In addition to medications, which must be taken under the supervision of a doctor, you must follow a diet.

Treatment of rotavirus infection in adults

For a favorable outcome of the disease, the patient is prescribed symptomatic treatment, that is, aimed at combating the clinical signs of rotavirus and eliminating its consequences. The standard treatment regimen includes:

  • oral rehydration;
  • enterosorbents;
  • diet.

In severe cases and when signs of dehydration appear, the patient is given IV drips, which help replenish fluid in the body and restore the balance of mineral salts in the blood.

Oral rehydration therapy

Since rotavirus infection is accompanied by profuse diarrhea and vomiting, in order to avoid complications such as dehydration and in order to replenish the volume of lost fluid, the patient should immediately begin taking oral rehydration solutions. They can be purchased at the pharmacy and prepared according to the instructions. The optimal content of electrolytes and microelements in the following products:

  • Regidron;
  • Humana electrolyte;
  • Trihydron;
  • Hydrovit.

You can also prepare a saline solution for oral use yourself: to do this, you need to take a liter of boiled cooled water, 6 teaspoons of sugar, half a teaspoon of salt and a pinch of baking soda. Mix everything thoroughly and drink a small sip every 5 minutes.
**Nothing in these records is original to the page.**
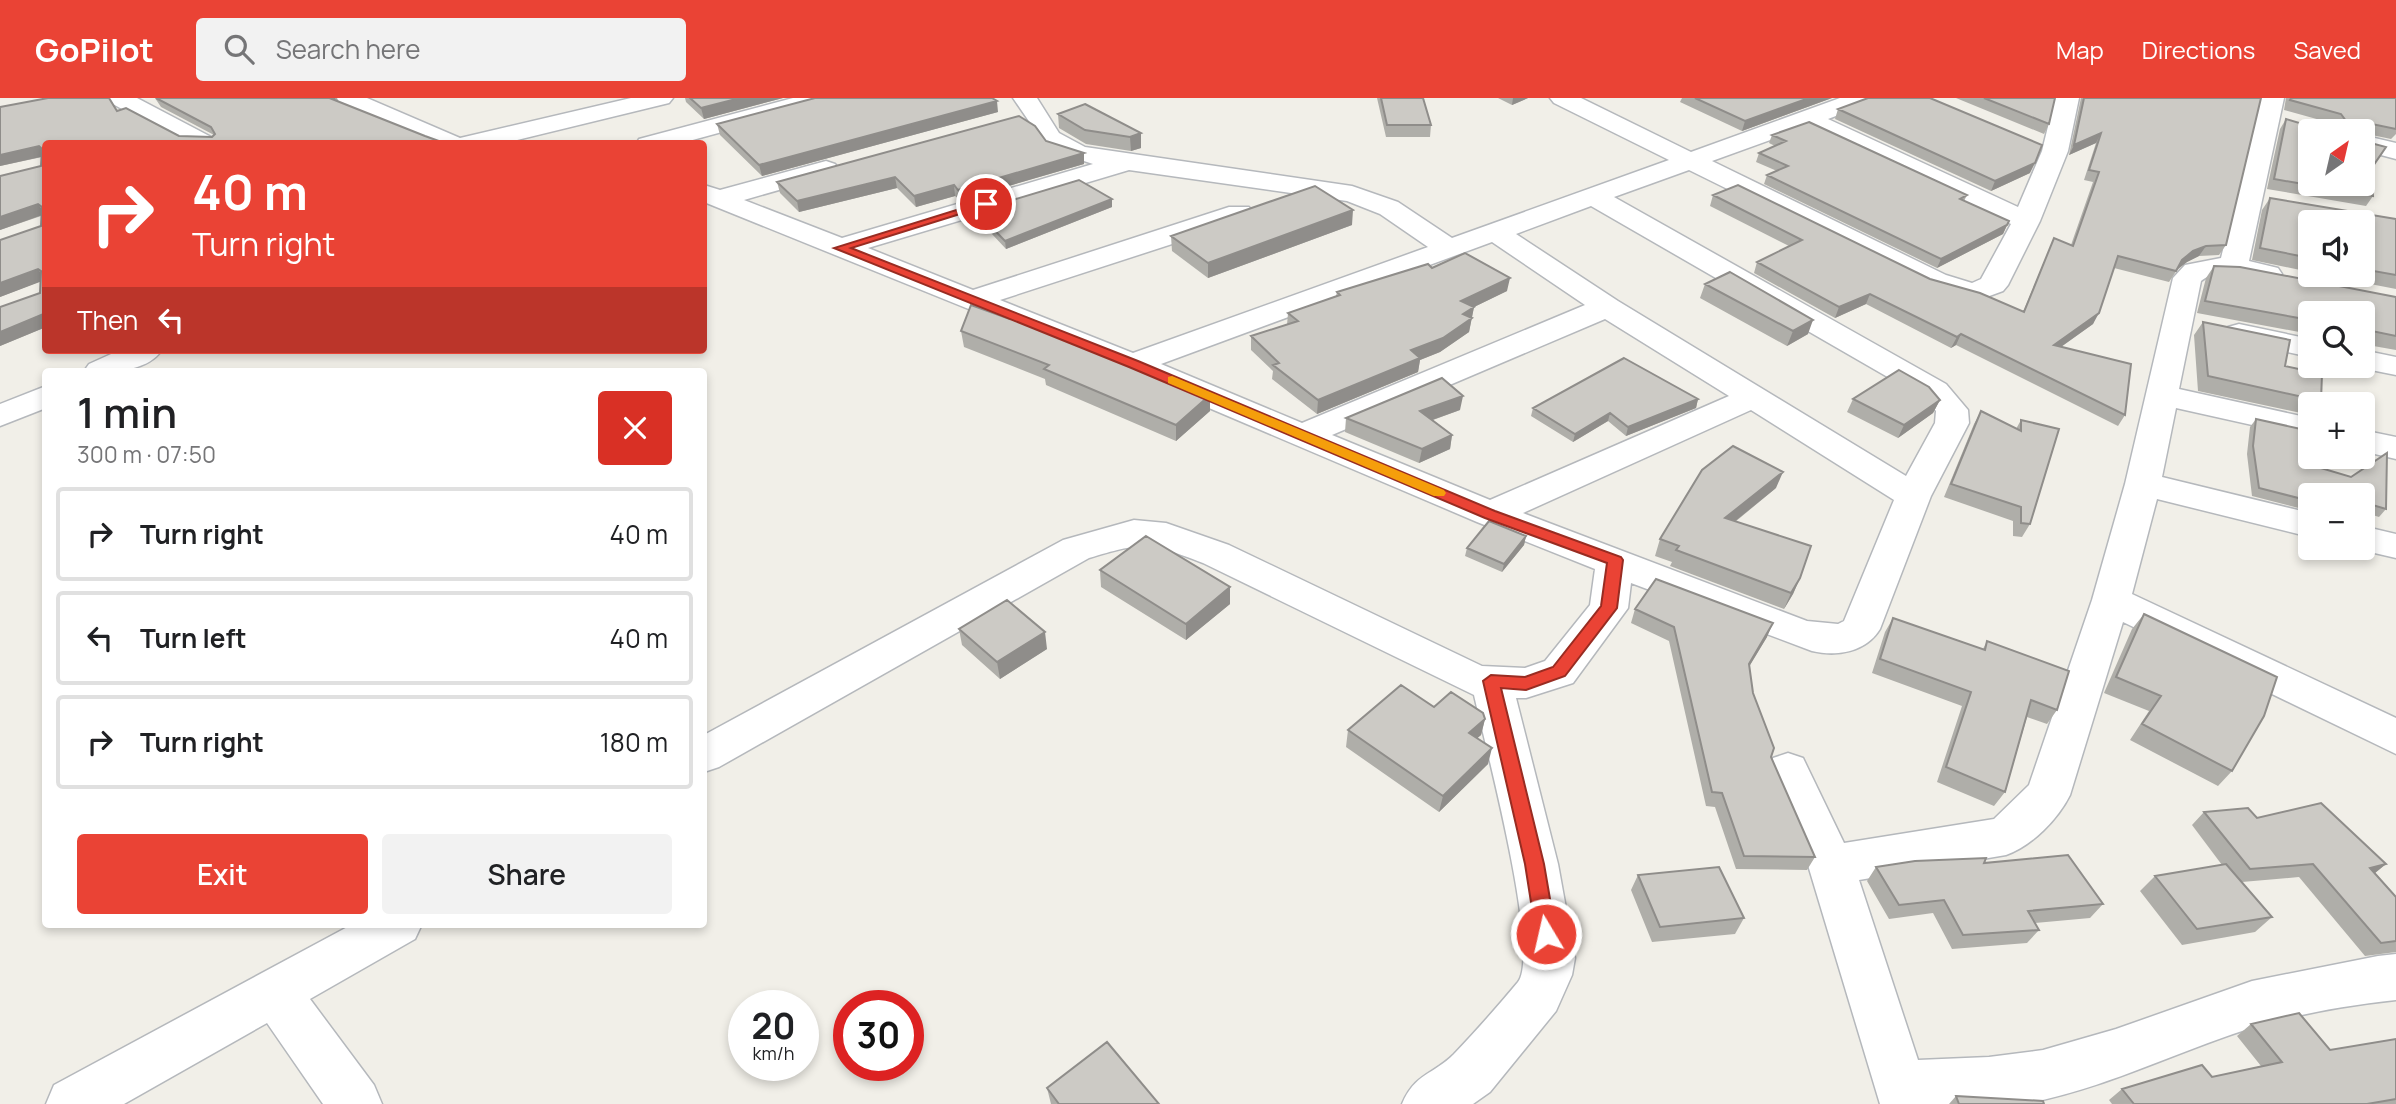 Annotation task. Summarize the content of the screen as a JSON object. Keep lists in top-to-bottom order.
{
  "north": "top right",
  "page": {
    "header": "GoPilot",
    "search": "Search here",
    "nav": ["Map", "Directions", "Saved"],
    "map_buttons": ["+", "−"],
    "turn": ["40 m", "Turn right"],
    "then": "Then",
    "heading": ["1 min", "300 m · 07:50"],
    "list": [
      {
        "name": "Turn right",
        "value": "40 m"
      },
      {
        "name": "Turn left",
        "value": "40 m"
      },
      {
        "name": "Turn right",
        "value": "180 m"
      }
    ],
    "buttons": ["Exit", "Share"],
    "speed": "20 km/h",
    "limit": "30"
  }
} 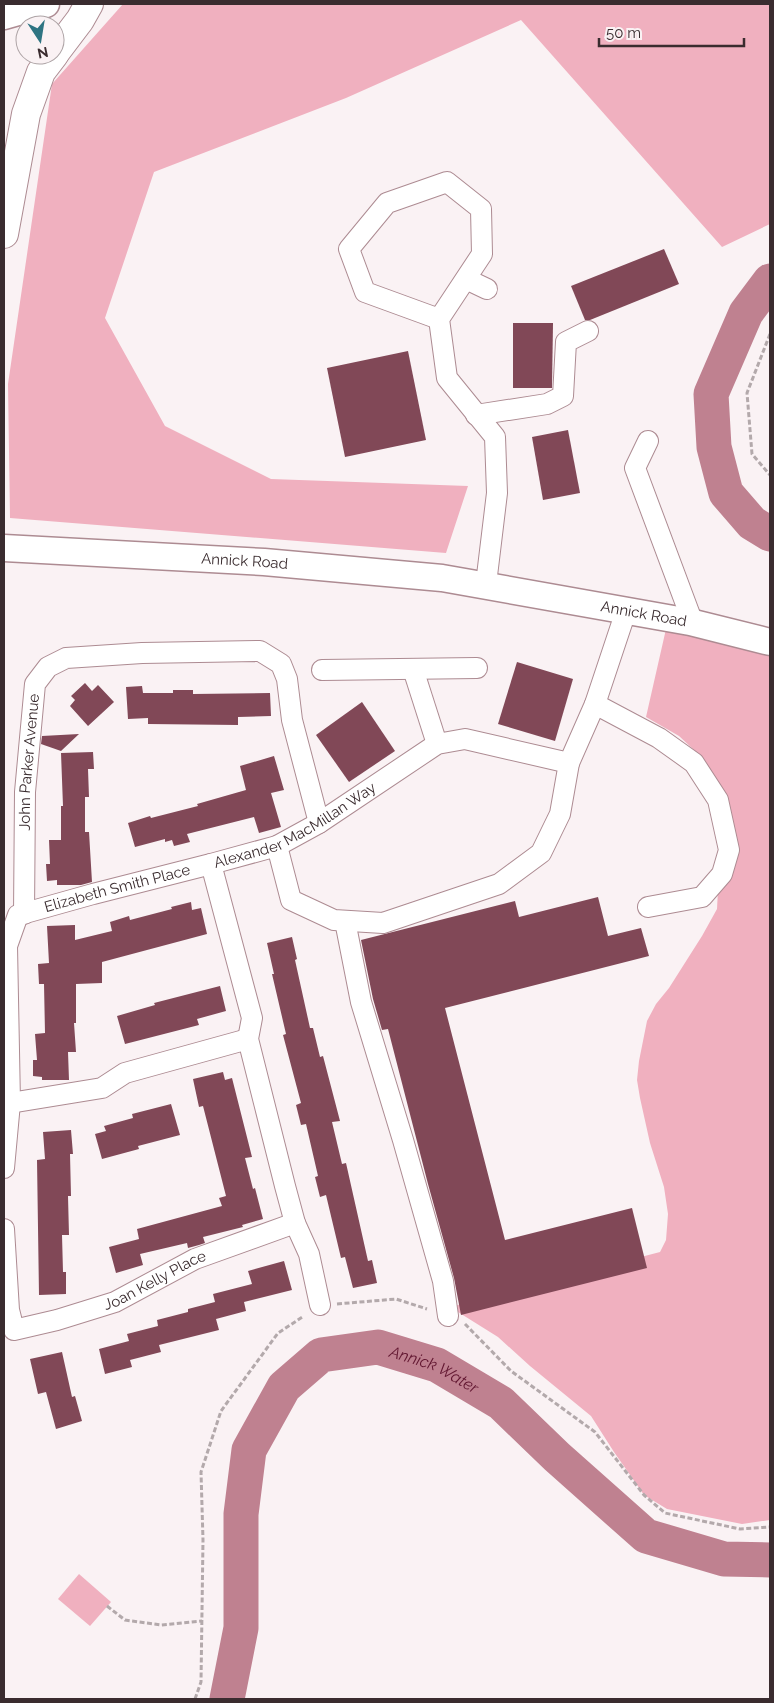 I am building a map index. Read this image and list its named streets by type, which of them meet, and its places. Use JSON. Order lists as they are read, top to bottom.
{
  "streets": {
    "main road": ["Annick Road"],
    "street": [
      "John Parker Avenue",
      "Alexander MacMillan Way",
      "Elizabeth Smith Place",
      "Joan Kelly Place"
    ]
  },
  "crossings": [
    ["John Parker Avenue", "Alexander MacMillan Way"],
    ["John Parker Avenue", "Elizabeth Smith Place"],
    ["Alexander MacMillan Way", "Elizabeth Smith Place"],
    ["Alexander MacMillan Way", "Joan Kelly Place"]
  ],
  "water": ["Annick Water"],
  "scale_bar": "50 m",
  "north": "bottom"
} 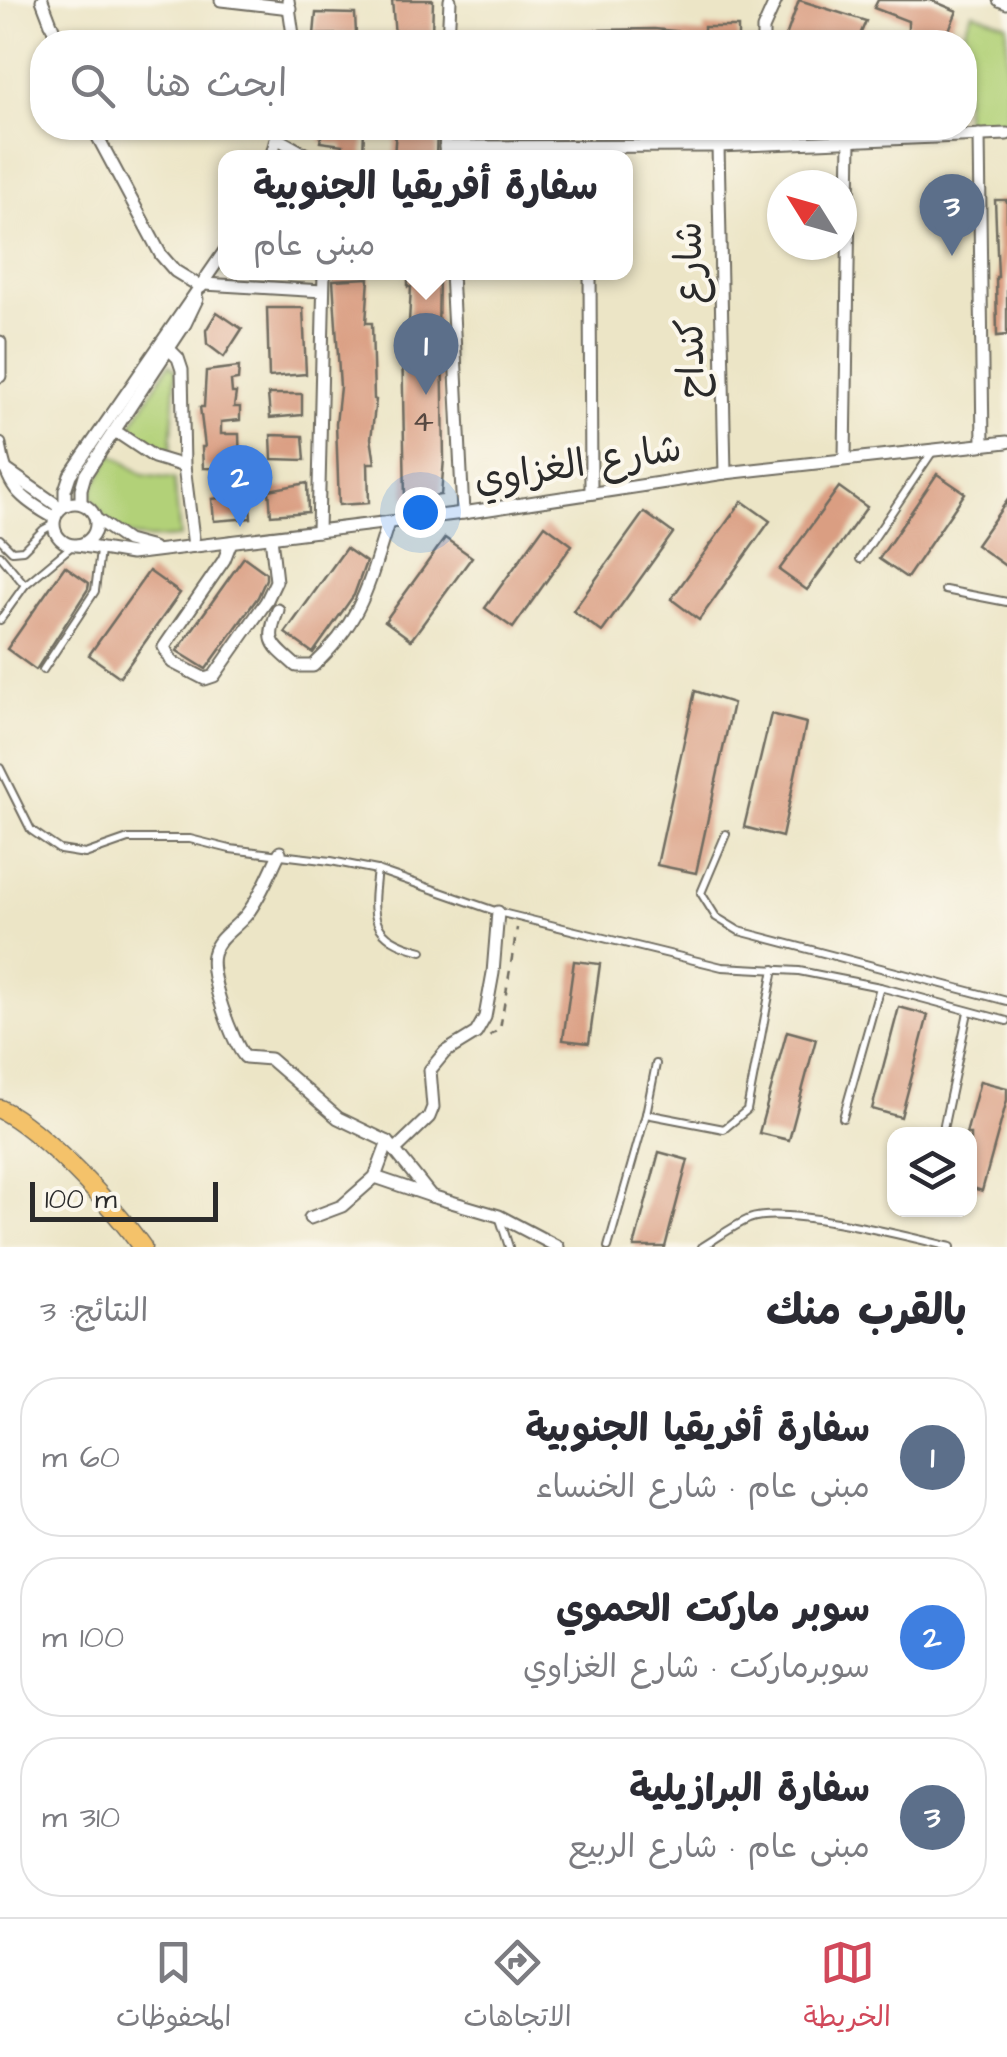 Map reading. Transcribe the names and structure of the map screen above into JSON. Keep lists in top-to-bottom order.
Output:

Important! To avoid a repeated attack of vomiting, it is not recommended to drink a lot of liquid at once - it is best to take a saline solution in small sips at regular intervals.

Oral rehydration for an adult with rotavirus infection is continued until there is a stable improvement in the condition - cessation of vomiting and diarrhea.

If the patient vomits even after a small sip of the solution and it is impossible to replenish the volume of lost fluid through the mouth, then they must be connected to a system through which solutions of sodium chloride, glucose and vitamins will be infused directly into a vein, drop by drop.

Enterosorbents for rotavirus infection

To reduce the amount of toxic substances in the body and remove them from the intestines as quickly as possible during rotavirus infection, the patient is prescribed enterosorbents:

These drugs bind toxic substances in the intestines, prevent their further absorption into the blood and remove them from the body with feces.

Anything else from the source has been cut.